Em 22 de novembro de 2012, o Conselho Nacional entregou ao governador de Goiás, Marconi Perillo, uma série de recomendações para que os casos dos assassinatos dos moradores em situação de rua fossem esclarecidos. “As medidas - afirmou ainda a ministra - não foram adotadas. De lá para cá, tivemos ainda um acúmulo de mortes muito grande, principalmente da população em situação de rua. Não buscamos como primeira medida o deslocamento de competência, mas, diante das dificuldades do Estado, da inoperância e do fato de que nenhum dos indicados como responsáveis por vários crimes foi responsabilizado, agora estamos solicitando o deslocamento de competência.
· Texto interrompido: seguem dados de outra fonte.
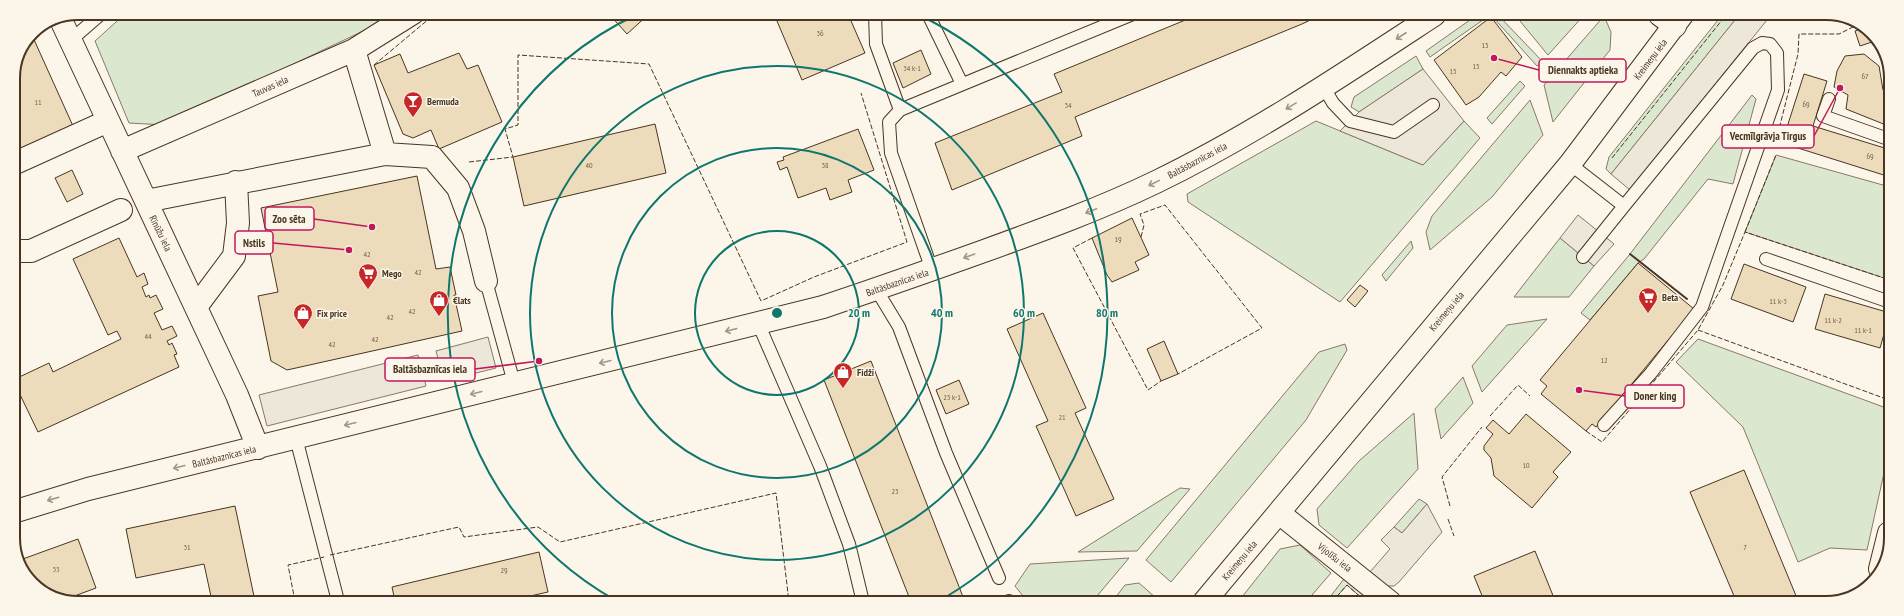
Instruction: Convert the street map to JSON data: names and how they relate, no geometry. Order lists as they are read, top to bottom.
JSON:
{
  "streets": {
    "street": [
      "Kreimeņu iela",
      "Tauvas iela",
      "Baltāsbaznīcas iela",
      "Rīnūžu iela",
      "Vijolīšu iela"
    ]
  },
  "crossings": [
    ["Kreimeņu iela", "Vijolīšu iela"],
    ["Tauvas iela", "Rīnūžu iela"],
    ["Baltāsbaznīcas iela", "Rīnūžu iela"]
  ],
  "one_way": ["Baltāsbaznīcas iela"],
  "places": {
    "other": [
      "Diennakts aptieka",
      "Vecmīlgrāvja Tirgus",
      "Zoo sēta",
      "Nstils",
      "Baltāsbaznīcas iela",
      "Doner king"
    ],
    "bar": ["Bermuda"],
    "supermarket": ["Mego", "Beta"],
    "shop": ["€lats", "Fix price", "Fidži"]
  },
  "house_numbers": [
    "36",
    "15",
    "15",
    "34 k-1",
    "15",
    "67",
    "11",
    "69",
    "34",
    "69",
    "40",
    "38",
    "19",
    "42",
    "42",
    "11 k-3",
    "42",
    "42",
    "11 k-2",
    "11 k-1",
    "44",
    "42",
    "42",
    "12",
    "23 k-1",
    "21",
    "10",
    "23",
    "31",
    "7",
    "33",
    "29"
  ],
  "rings": [
    "20 m",
    "40 m",
    "60 m",
    "80 m"
  ]
}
Quem sabe se tivéssemos agido no primeiro caso, talvez essas outras vidas tivessem sido poupadas” (http://portal.sdh.gov.br/clientes/sedh/sedh/2013/04/17-abr-13-ministra-oficializa-pedido-a-pgr-para-federalizacao-de-crimes-ocorridos-em-goias).

 

Esperamos que, diante dessa realidade, o STJ tome, em caráter de urgência, as medidas necessárias para que seja dado um “basta” a esses assassinatos, que são uma gravíssima violação dos Direitos Humanos e uma verdadeira barbárie.

 

Além da elucidação dos crimes cometidos e do julgamento dos responsáveis, uma questão de justiça, é preciso também que o governo - municipal, estadual e federal - assuma, como prioridade absoluta, a implementação de políticas públicas, nas quais os moradores em situação de rua não sejam meros objetos da ação assistencial e/ou caritativa, mas sejam sobretudo sujeitos e protagonistas de sua própria história. É o que todos e todas almejamos. Lutemos para que isso aconteça!

 

 

Fr. Marcos Sassatelli, frade dominicano, doutor em Filosofia (USP) e em Teologia Moral (Assunção - SP), é professor aposentado de Filosofia da UFG.